The third step of the analysis was whether, assuming the school did breach one or more duties, if that breach was the cause of the harm suffered by the girl. Causation can be a complicated legal issue. Clearly, the most obvious cause of the girl’s injuries was the accidental discharge of the handgun after the boy brought it to school. However, when determining the “cause” (or causes, there can be multiple) of an injury, courts generally look to whether the injury was of a type that could be reasonably foreseen by the alleged tortfeasor (in this case, the school). So, the pertinent question is if the school breached its duties to adequately investigate and correct the bullying behavior, is it reasonably foreseeable that that breach would lead to the bullied pupil bringing a weapon to school, and that weapon causing the type of injury suffered in this case? In my opinion, I believe that it is reasonably foreseeable. School bullying and violence has been a scourge in the school system, and there are frequent tragic stories of the victims of the bullying lashing out in violent ways, often bringing guns to school for protection or for retribution. Any modern educator or administrator must be aware of these dangers, and thus the injury suffered by this little girl was a reasonably foreseeable consequence of a breach of the school’s duty to adequately supervise its students, and to investigate and handle bullying. (This, of course, implies that there was a breach of that duty, as stated above, the complete facts are not known)
The final step of the analysis is simply whether the girl suffered damages. Clearly, both she and her family have suffered severe damages. The child is physically, emotionally, and mentally scarred, and has to suffer extreme pain and multiple surgeries. The family of this child has had to endure the mental anguish and agony of nearly losing their child, and likely has incurred large medical bills. These are but a few of the extensive list of damages suffered by this child and her family.
This was a tragic event. This was a tragic event that has led to extreme loss for a little girl and her family. They, ultimately, will have to decide whether to bring a claim against the school where this occurred. However, it’s important to note that just because someone (or a company/school/etc.) gets sued does not make them “bad,” or “uncaring.” Nor does it make a plaintiff “greedy” or “heartless” because they simply cannot afford to accept a sincere apology alone when such extreme injury has been suffered. Before passing judgment on plaintiffs in our society, think of it this way: Who is better positioned to shoulder the burden? Is it best shouldered by an individual plaintiff, who, through no fault of their own, suffered severe injuries, and who likely has limited financial resources? Or, is it best shouldered by a party who meets the legal elements of liability, but also will likely be covered by an insurance policy or vastly higher economic resources than the plaintiff?

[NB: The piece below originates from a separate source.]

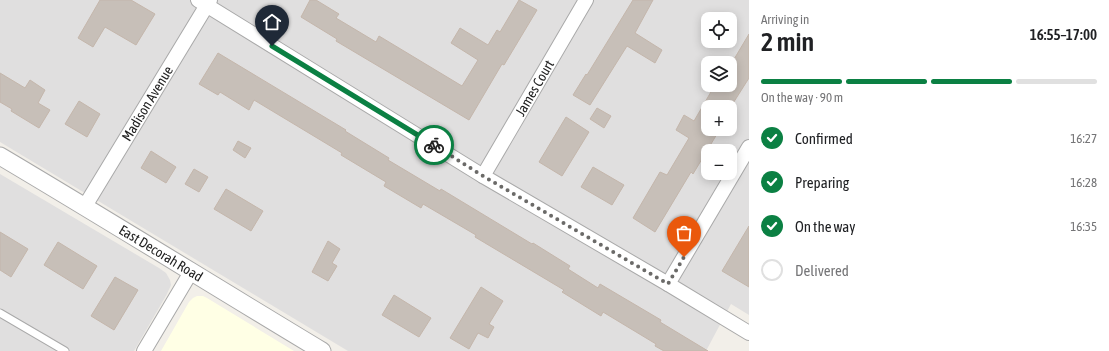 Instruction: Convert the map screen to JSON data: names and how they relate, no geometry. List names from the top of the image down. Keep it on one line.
{"streets":{"street":["James Court","Madison Avenue","East Decorah Road"]},"crossings":[["Madison Avenue","East Decorah Road"]],"page":{"heading":["2 min","Arriving in","16:55–17:00"],"map_buttons":["+","−"],"bar":"On the way · 90 m","list":[["Confirmed","16:27"],["Preparing","16:28"],["On the way","16:35"],"Delivered"]}}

Bottom line: Our system of justice is rarely focused on moral labels of “bad” and “good.” A Defendant isn’t “bad” because they are liable for a plaintiff’s damages. A plaintiff isn’t “greedy” because they ask for something more than an apology when they have suffered damages.
To end this focused on the original topic, which was vicarious liability of schools, a school may be liable for the conduct of a student if they breached their duty to supervise the student, or breached another duty, which caused harm that was reasonably foreseeable. This can include many different types of torts, both intentional and unintentional.